INSTRUCTIONS FOR THE TASK: Which lines below mention "tabs"? Pick each one out.

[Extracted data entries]

::::

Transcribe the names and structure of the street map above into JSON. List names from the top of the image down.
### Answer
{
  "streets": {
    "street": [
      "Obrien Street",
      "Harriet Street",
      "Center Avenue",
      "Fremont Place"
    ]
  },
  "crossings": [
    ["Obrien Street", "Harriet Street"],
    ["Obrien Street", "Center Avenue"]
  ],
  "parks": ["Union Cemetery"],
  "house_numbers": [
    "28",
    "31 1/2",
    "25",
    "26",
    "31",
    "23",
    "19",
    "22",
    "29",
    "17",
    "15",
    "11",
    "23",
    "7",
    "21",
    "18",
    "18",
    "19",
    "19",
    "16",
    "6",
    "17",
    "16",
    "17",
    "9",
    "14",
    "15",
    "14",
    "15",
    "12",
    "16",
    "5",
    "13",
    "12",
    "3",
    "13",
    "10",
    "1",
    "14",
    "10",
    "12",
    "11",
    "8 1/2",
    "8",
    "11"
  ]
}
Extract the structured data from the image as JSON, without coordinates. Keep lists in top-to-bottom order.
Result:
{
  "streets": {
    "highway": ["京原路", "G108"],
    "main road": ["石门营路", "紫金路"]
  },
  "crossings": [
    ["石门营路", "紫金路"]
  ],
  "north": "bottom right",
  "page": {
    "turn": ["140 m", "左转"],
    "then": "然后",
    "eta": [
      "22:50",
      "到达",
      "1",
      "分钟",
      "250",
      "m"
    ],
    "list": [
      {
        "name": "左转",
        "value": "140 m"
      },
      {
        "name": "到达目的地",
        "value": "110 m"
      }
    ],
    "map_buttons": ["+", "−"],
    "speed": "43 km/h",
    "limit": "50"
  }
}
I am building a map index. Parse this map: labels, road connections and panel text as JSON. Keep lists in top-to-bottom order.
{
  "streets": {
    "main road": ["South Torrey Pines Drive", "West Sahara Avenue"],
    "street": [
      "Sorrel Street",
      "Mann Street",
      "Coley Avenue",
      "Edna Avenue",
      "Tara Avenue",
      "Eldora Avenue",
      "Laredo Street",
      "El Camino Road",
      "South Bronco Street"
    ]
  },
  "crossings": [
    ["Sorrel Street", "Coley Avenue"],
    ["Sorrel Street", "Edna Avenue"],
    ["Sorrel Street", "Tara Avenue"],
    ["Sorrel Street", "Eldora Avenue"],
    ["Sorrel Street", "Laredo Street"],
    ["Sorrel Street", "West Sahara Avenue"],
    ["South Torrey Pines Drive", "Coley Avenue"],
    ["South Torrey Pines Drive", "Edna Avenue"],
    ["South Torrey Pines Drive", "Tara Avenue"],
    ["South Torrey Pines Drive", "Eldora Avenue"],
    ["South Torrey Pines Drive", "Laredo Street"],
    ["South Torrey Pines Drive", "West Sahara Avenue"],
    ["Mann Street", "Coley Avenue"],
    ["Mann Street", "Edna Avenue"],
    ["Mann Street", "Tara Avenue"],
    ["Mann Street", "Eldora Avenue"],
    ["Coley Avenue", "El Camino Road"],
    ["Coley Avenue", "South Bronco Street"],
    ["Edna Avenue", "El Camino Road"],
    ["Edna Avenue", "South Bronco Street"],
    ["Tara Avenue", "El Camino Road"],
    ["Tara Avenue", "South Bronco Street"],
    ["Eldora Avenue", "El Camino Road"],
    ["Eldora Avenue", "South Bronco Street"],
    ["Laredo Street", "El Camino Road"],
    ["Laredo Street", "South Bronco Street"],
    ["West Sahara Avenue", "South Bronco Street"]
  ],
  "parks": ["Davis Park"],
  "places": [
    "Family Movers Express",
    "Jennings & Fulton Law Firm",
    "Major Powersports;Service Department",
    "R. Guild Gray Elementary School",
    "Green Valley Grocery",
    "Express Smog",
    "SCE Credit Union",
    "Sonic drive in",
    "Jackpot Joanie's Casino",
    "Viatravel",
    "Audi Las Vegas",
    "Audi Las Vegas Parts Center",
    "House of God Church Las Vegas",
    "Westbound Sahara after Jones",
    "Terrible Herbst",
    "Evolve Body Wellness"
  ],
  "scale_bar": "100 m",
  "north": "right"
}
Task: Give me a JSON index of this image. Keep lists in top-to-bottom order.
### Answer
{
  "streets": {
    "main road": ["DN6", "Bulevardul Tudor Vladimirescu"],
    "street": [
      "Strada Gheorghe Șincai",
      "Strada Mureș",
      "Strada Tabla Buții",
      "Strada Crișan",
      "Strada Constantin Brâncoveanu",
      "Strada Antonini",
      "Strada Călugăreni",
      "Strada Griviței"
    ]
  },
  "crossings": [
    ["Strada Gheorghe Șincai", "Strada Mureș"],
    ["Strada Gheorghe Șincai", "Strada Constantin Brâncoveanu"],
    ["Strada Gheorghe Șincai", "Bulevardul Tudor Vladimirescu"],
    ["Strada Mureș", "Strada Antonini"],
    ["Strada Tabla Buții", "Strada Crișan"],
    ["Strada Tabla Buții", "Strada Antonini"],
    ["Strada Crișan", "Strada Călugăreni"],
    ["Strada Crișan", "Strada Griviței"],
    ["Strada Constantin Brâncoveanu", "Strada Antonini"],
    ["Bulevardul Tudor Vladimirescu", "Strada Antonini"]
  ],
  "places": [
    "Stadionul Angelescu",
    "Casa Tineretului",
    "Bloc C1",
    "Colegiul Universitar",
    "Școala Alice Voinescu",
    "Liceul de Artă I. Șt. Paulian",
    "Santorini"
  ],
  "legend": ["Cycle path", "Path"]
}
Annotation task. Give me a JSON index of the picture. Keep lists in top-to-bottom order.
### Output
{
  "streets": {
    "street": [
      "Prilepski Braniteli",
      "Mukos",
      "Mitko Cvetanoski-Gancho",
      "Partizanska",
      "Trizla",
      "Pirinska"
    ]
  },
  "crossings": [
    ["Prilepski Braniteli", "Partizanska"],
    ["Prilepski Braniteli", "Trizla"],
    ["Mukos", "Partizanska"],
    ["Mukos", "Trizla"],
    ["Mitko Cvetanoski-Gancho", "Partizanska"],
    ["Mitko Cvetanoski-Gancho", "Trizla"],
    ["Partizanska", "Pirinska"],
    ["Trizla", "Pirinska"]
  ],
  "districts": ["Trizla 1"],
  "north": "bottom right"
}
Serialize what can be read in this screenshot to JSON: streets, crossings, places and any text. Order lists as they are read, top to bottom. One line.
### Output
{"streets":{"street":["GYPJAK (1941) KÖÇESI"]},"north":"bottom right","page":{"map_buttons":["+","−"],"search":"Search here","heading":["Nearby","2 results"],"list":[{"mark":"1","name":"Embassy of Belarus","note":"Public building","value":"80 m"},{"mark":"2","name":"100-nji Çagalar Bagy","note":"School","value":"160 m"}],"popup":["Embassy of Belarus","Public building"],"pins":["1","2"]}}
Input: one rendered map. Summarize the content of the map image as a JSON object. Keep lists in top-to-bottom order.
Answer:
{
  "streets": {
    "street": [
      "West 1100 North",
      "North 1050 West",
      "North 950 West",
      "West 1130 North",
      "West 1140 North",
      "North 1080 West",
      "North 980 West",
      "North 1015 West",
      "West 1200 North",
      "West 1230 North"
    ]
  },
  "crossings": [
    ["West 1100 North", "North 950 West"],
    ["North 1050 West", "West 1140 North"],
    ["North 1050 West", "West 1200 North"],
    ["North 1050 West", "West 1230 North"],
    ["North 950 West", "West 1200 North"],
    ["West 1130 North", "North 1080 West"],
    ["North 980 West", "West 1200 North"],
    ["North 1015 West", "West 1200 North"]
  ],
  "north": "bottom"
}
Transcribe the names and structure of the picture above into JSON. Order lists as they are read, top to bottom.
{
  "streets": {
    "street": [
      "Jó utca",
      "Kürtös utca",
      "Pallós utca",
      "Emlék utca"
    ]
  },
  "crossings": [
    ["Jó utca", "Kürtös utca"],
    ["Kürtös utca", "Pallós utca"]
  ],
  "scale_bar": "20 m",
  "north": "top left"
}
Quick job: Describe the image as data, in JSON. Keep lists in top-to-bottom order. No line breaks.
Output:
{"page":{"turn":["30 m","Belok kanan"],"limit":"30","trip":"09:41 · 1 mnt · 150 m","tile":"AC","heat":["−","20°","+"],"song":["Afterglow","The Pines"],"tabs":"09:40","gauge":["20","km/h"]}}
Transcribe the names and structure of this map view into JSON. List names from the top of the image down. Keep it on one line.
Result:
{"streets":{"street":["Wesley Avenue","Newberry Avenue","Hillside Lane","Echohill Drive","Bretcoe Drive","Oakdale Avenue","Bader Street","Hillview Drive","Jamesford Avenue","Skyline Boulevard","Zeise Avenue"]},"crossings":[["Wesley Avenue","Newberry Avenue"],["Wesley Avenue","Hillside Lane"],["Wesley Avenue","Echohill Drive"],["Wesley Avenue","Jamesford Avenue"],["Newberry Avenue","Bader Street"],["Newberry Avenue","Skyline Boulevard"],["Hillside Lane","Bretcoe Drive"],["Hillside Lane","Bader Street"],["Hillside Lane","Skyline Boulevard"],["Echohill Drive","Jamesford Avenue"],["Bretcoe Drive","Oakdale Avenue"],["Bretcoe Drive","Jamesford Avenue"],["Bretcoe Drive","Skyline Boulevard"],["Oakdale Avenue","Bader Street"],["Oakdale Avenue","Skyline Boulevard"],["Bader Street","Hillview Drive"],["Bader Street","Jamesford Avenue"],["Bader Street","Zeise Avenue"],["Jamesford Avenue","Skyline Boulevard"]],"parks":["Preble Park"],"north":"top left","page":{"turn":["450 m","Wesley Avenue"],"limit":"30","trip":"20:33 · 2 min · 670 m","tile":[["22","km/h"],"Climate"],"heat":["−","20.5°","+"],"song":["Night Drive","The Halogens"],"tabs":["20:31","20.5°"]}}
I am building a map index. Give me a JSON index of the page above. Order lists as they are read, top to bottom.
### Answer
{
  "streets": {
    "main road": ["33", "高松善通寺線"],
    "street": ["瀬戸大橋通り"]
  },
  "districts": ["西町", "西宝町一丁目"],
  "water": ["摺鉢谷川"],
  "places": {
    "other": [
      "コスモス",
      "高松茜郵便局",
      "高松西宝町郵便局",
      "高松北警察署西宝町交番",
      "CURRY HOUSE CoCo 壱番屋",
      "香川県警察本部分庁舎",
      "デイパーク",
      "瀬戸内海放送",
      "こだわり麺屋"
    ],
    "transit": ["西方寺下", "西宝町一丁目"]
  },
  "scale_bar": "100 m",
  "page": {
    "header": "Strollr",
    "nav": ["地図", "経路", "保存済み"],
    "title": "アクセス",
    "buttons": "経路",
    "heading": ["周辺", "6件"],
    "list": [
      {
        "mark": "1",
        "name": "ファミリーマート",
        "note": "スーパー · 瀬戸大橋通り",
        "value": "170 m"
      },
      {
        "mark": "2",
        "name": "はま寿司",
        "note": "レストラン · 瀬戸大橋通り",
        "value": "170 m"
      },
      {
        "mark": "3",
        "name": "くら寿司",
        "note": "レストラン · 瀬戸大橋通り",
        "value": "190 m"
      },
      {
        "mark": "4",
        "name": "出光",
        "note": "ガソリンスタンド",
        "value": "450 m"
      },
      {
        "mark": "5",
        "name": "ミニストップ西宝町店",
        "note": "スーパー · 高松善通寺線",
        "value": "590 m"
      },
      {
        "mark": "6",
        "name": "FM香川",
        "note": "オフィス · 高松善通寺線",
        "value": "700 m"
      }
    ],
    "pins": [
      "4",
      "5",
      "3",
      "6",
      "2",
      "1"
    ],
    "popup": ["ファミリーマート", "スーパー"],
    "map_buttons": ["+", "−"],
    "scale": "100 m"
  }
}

::::

PROBLEM SOLUTION:
{"page":{"turn":["30 m","Belok kanan"],"limit":"30","trip":"09:41 · 1 mnt · 150 m","tile":"AC","heat":["−","20°","+"],"song":["Afterglow","The Pines"],"tabs":"09:40","gauge":["20","km/h"]}}
{"streets":{"street":["Wesley Avenue","Newberry Avenue","Hillside Lane","Echohill Drive","Bretcoe Drive","Oakdale Avenue","Bader Street","Hillview Drive","Jamesford Avenue","Skyline Boulevard","Zeise Avenue"]},"crossings":[["Wesley Avenue","Newberry Avenue"],["Wesley Avenue","Hillside Lane"],["Wesley Avenue","Echohill Drive"],["Wesley Avenue","Jamesford Avenue"],["Newberry Avenue","Bader Street"],["Newberry Avenue","Skyline Boulevard"],["Hillside Lane","Bretcoe Drive"],["Hillside Lane","Bader Street"],["Hillside Lane","Skyline Boulevard"],["Echohill Drive","Jamesford Avenue"],["Bretcoe Drive","Oakdale Avenue"],["Bretcoe Drive","Jamesford Avenue"],["Bretcoe Drive","Skyline Boulevard"],["Oakdale Avenue","Bader Street"],["Oakdale Avenue","Skyline Boulevard"],["Bader Street","Hillview Drive"],["Bader Street","Jamesford Avenue"],["Bader Street","Zeise Avenue"],["Jamesford Avenue","Skyline Boulevard"]],"parks":["Preble Park"],"north":"top left","page":{"turn":["450 m","Wesley Avenue"],"limit":"30","trip":"20:33 · 2 min · 670 m","tile":[["22","km/h"],"Climate"],"heat":["−","20.5°","+"],"song":["Night Drive","The Halogens"],"tabs":["20:31","20.5°"]}}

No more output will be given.